Thanks for noting that ... it doesn't really affect me as a single as the 3.8% surcharge kicks in at $200K which is above the top of the 24% individual tax bracket which tops out at $157.5 ... however, as you noted, for a MFJ couple, a conversion to anywhere near the top of the 24% bracket would cause their capital gains and qualified dividends to be taxed at 23.8% federal. (and it may affect interest, regular dividends and short term capital gains, too, I am not sure).
 
I see that the 24% tax bracket ends at $315K for MFJ, whereas the 22% tax bracket ends at $165K. In between those two is the $250K threshold above which you pay an additional 3.8% Net Income Investment Tax on long-term cap gains and qualified dividends. Are people taking this into account when they calculate their cap gains effective tax brackets?

Good point, and another reason to model your situation with a tax program. I made a large contribution to a DAF last year, which gave me a lot of room for Roth conversions, but combined with a large LTCG I (barely) hit NIIT, so I stopped at the top of 0%, which was really 15% for LTCGs pushed into taxable, plus 3.8% NIIT on the last $253 converted. Anything conversions beyond that would've been taxed at 10+15+3.8% or 28.8%. I knew about NIIT before doing this but hadn't really thought about it applying to me until I realized it did.
 
For a pretty easy to use spreadsheet to calculate your potential marginal rates at tax bomb time, select the Marginal Tax Rates spreadsheet to see a description and download:

Bob Hinkley Downloads

This site is from #Cruncher from the bogleheads site, he provides super helpful information on the forum. He has updated to include 2018 tax information (and also retains 2017, etc).

NOTES:
* In order for the Excel spreadsheet to load properly in Libre Office, I had to update to the most recent version, 5.4.4.2, even though I had a relatively recent version already.
* One thing that I do in my modeling is I adjust the Social Security tax threshold (for the 50% and 85% figures) by assuming it won't be adjusted for inflation, which it is not currently. For me, looking 17 years in the future, I multiply these numbers by 0.7, so instead of 25,000 and 34,000, I changed them to 17,500 and 23,800. You need to unprotect the Tables spreadsheet to do this, you can do that from the Tools menu when you are on the Tables spreadsheet and then modify the numbers.
 
Thanks for all the great responses! I learned quite a bit from this thread and the Boglehead thread. There is a lot to consider.
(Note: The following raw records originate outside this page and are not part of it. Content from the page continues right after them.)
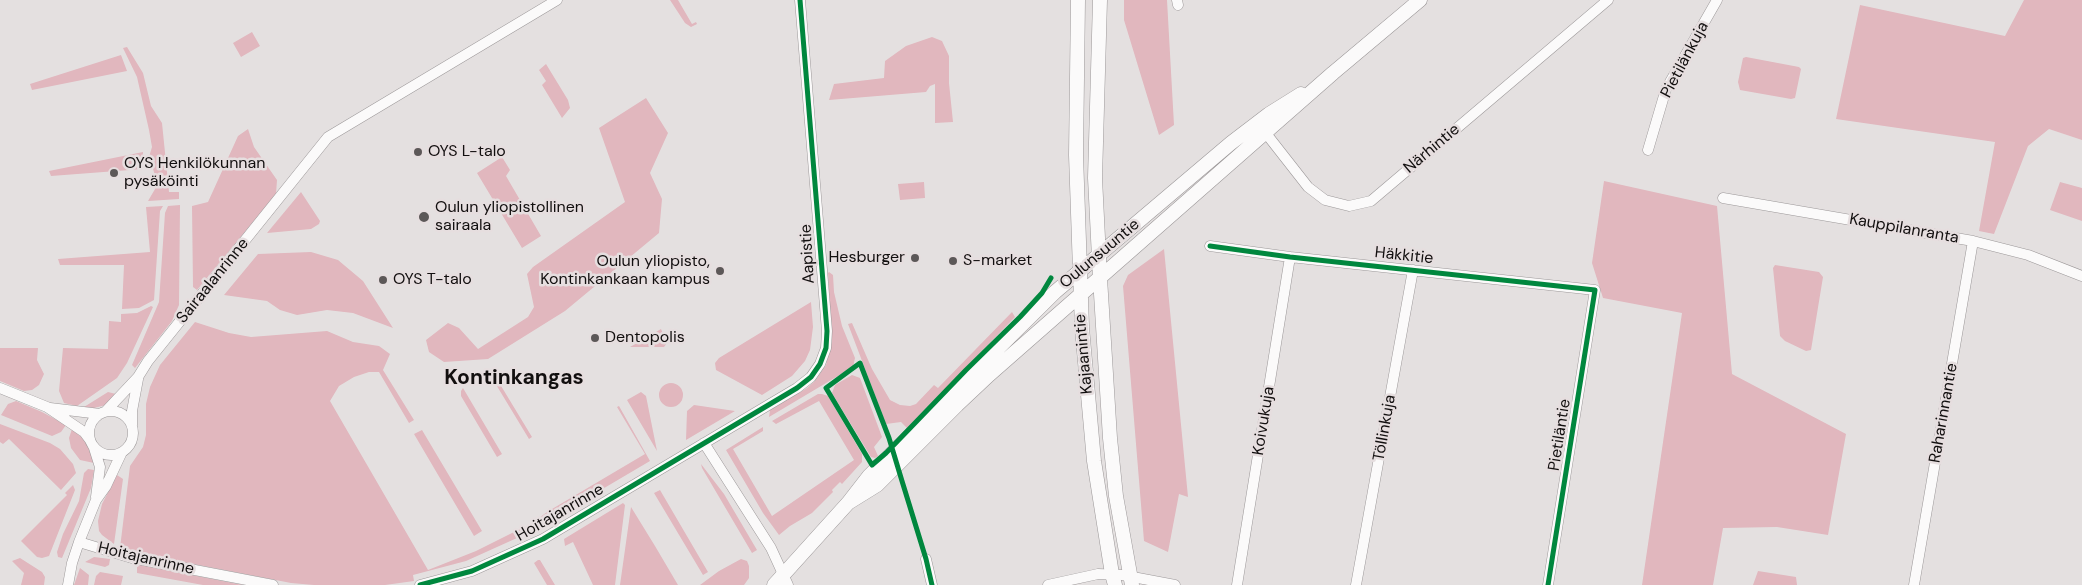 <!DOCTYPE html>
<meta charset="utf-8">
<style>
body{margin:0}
canvas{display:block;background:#e4e0e0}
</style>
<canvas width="2082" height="585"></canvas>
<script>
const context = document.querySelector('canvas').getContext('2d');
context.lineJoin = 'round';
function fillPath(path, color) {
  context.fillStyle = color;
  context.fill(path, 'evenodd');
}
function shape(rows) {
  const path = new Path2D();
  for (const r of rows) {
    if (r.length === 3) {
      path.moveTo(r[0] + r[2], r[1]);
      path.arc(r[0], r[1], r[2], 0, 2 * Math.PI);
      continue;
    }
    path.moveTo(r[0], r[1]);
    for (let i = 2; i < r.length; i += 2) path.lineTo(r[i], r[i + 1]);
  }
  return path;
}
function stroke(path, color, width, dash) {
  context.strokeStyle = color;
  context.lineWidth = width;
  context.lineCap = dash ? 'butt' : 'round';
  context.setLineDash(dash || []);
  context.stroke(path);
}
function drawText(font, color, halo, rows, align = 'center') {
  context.font = font + ' "DM Sans",sans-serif';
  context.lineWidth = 5;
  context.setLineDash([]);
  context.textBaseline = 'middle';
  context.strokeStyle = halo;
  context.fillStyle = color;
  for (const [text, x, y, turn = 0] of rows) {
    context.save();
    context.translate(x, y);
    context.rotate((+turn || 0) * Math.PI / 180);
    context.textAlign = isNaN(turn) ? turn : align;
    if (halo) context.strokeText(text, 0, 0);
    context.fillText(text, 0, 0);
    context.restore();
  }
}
fillPath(shape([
 [670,0,678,0,692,24,696,22,697,24,691,27,685,23],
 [1124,0,1167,0,1174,125,1159,135,1124,20],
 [2024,0,2082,0,2082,140,2049,129,2028,146,1994,234,1979,231,1995,142,1836,119,1860,5,2005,36],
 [252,32,260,46,241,57,233,43],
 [932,37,942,41,949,56,949,83,953,122,935,123,935,84,930,86,926,92,829,100,834,84,884,78,885,61,906,46],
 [127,47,143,73,151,106,162,123,169,192,179,192,179,199,148,201,158,184,149,157,152,147,149,130,137,77,123,48],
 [121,55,127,71,32,90,30,84],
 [1746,57,1799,67,1801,69,1795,98,1791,99,1740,90,1738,82,1743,58],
 [546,64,568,100,570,108,562,118,542,85,546,81,539,70],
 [646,98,668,133,650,173,662,199,659,233,565,311,488,359,444,362,429,352,426,340,448,323,459,328,478,349,528,317,534,307,527,274,533,267,625,202,599,128],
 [248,129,254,147,277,180,276,194,197,290,193,287,192,206,208,202,238,136],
 [143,152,143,169,51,176,49,171],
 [502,157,510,170,506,176,541,236,522,248,477,173],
 [1604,181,1717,206,1732,374,1846,434,1828,535,1777,527,1723,528,1713,585,1642,585,1682,313,1603,298,1592,263],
 [924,182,925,198,900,200,898,184],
 [2060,182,2082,188,2082,221,2050,210],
 [301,192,320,221,319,224,311,229,267,233],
 [180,205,179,305,172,321,135,368,132,365,159,302,165,213,168,206],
 [163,206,160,211,154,300,139,308,122,309,124,265,60,265,58,259,150,252,146,207],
 [1164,249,1188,497,1179,494,1168,552,1144,541,1123,286,1128,275],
 [311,252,338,260,363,281,393,328,353,313,327,310,297,315,280,310,267,301,224,295,258,254],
 [1775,265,1819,272,1823,277,1811,350,1806,351,1785,341,1780,336,1773,268],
 [829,272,833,275,834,292,842,326,855,358,853,367,769,417,770,410,807,388,815,381,826,365,832,340,828,273],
 [811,302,813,327,810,350,805,361,792,376,762,395,716,370,715,363,719,358],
 [151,306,153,307,127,363,117,378,77,406,64,403,59,391,63,348,108,349,109,321,121,322,121,314,137,313],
 [1012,312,1015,317,907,428,901,422,886,424,848,324,852,323,872,369,890,400,900,405,910,406,916,404,934,385,938,388],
 [195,322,229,333,251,337,327,331,353,342,379,346,390,354,383,370,414,420,409,423,379,372,369,372,354,377,339,386,330,401,428,570,476,551,520,529,520,534,517,538,466,561,413,575,414,581,385,585,314,585,291,583,142,554,120,548,130,466,143,447,146,435,146,404,150,387,160,365],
 [661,329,667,343,664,347,630,347],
 [0,348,38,348,37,360,44,374,39,385,32,390,24,391,0,381],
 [492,371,532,437,529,439,489,373],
 [852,375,860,378,882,437,874,447,878,456,875,458,871,457,832,393,835,385],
 [671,395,12],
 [463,388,502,454,497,457,461,396,461,391],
 [108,392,116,394,106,405,94,408,84,407],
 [641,392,646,396,657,451,627,400],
 [818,394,822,394,828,396,862,454,862,462,842,484,840,482,832,490,833,492,812,513,790,526,779,535,763,513,726,450,763,427,763,431,733,449,772,516,854,460,819,401,776,424,772,421],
 [16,401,42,412,66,425,61,432,52,436,1,415,8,404],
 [694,405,735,411,686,440,687,411],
 [619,406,650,461,550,520,546,521,540,519,539,518,547,512,645,454,617,407],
 [0,424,50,443,60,449,73,464,76,473,61,490,9,439,3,444,0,442],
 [72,429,86,441,94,463,80,460,71,448,69,438],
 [422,430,482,531,474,536,414,434],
 [701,464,724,494,757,550,752,553,702,468],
 [88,469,94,470,91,488,62,558,58,557,57,552,63,534,79,501,84,473],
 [117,475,123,479,114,544,102,535,99,531,98,521,102,504],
 [73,485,75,490,49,556,42,558,37,557,21,541,67,495,65,493],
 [660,490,708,572,703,575,654,493],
 [623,503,625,505,615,585,593,585,573,542,565,546,564,539],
 [631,507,655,546,678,585,620,585],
 [94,557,110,559,109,565,105,567,85,562],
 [20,558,42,572,45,577,44,585,21,585,24,573,12,561],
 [741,559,747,561,749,566,749,578,744,585,700,585,719,571],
 [538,560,540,560,555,585,547,585,534,563],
 [140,565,243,585,203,585,137,573,137,567],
 [80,568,89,575,88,585,74,585],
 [1758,571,1796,577,1797,585,1753,585],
 [100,572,123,576,121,585,94,585,96,576]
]), '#e1b7be');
const minor = shape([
 [1177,0,1178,5],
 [1261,127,1308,187,1325,200,1349,206,1371,201,1608,0],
 [1648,150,1666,89,1717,0],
 [1723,198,1973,241,2028,255,2082,276],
 [1210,246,1290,257,1595,290,1548,585],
 [0,388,47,407,84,432,90,440],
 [50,408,100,414],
 [111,433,22],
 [106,411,138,377,148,361,328,137,557,0],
 [132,425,132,411,138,379],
 [704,443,771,548,788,585],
 [94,448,100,467,96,497],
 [79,542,132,558,273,585],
 [926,559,932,585],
 [68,585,72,563,79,542,96,500,106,486,122,452],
 [420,585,472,571,543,539,797,388,811,377,820,364,826,348,827,331,800,0],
 [1048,585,1098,574,1122,575,1175,585],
 [1237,585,1290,257],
 [1356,585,1413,270],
 [1914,585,1973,241]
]);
const secondary = shape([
 [1078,0,1076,155,1082,328,1094,461,1112,574,1115,585],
 [1100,0,1095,178,1100,278,1110,438,1116,496,1132,585],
 [848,503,877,485,957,405,990,374,1333,73,1420,0],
 [774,585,848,503,869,476,1055,292,1231,143,1269,114,1301,94]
]);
stroke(minor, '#9c9899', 11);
stroke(secondary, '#9c9899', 15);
stroke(minor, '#fbfafa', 10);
stroke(secondary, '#fbfafa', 14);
stroke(shape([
 [1210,246,1290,257,1595,290,1548,585],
 [420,585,472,571,543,539,797,388,811,377,820,364,826,348,827,331,800,0],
 [932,585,926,559,902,481,889,438,860,363,826,388,872,465,886,453,915,423,966,370,1020,317,1042,293,1051,278]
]), '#00873e', 5);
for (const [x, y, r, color] of [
 [418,152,5,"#5c5858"],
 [114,173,5,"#5c5858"],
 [424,217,6,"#5c5858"],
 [915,258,5,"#5c5858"],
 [953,261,5,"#5c5858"],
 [720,271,5,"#5c5858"],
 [383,280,5,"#5c5858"],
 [595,338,5,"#5c5858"]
]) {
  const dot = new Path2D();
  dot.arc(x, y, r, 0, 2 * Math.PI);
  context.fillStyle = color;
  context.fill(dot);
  stroke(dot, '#e6dedf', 2);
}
drawText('16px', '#120f0f', '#e6dedf', [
 ["Pietilänkuja",1685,60,-62],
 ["Närhintie",1432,149,-40],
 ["Kauppilanranta",1904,229,10],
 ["Aapistie",808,254,-93],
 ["Oulunsuuntie",1100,254,-40],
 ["Häkkitie",1404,256,6],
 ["Sairaalanrinne",213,281,-51],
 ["Kajaanintie",1084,354,-95],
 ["Raharinnantie",1944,413,-80],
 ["Koivukuja",1264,421,-81],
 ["Töllinkuja",1385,428,-80],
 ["Pietiläntie",1560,435,-81],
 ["Hoitajanrinne",560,513,-30],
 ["Hoitajanrinne",146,559,13]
]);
drawText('16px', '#120f0f', '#e6dedf', [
 ["OYS L-talo",428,152],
 ["OYS Henkilökunnan",124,164],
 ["pysäköinti",124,182],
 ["Oulun yliopistollinen",435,208],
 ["sairaala",435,226],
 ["Hesburger",905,258,"right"],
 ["S-market",963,261],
 ["Oulun yliopisto,",710,262,"right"],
 ["Kontinkankaan kampus",710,280,"right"],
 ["OYS T-talo",393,280],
 ["Dentopolis",605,338]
], 'left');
drawText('bold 21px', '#120f0f', '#e6dedf', [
 ["Kontinkangas",514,378]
]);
</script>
I am thinking of converting to the top of the 12% bracket this month; if the market tanks significantly during the year, I may convert another 50K or so.
 
I am thinking of converting to the top of the 12% bracket this month; if the market tanks significantly during the year, I may convert another 50K or so.

Just curious - what does market performance have to do with conversion amounts? Taxable income is based on how much is converted at the time of conversion, not ending balance, correct?
 
I am thinking of converting to the top of the 12% bracket this month; if the market tanks significantly during the year, I may convert another 50K or so.


Just curious - what does market performance have to do with conversion amounts? Taxable income is based on how much is converted at the time of conversion, not ending balance, correct?

Correct.

jroon is considering a market timing strategy by converting a large number of shares when they are "cheap" and anticipating they will rebound.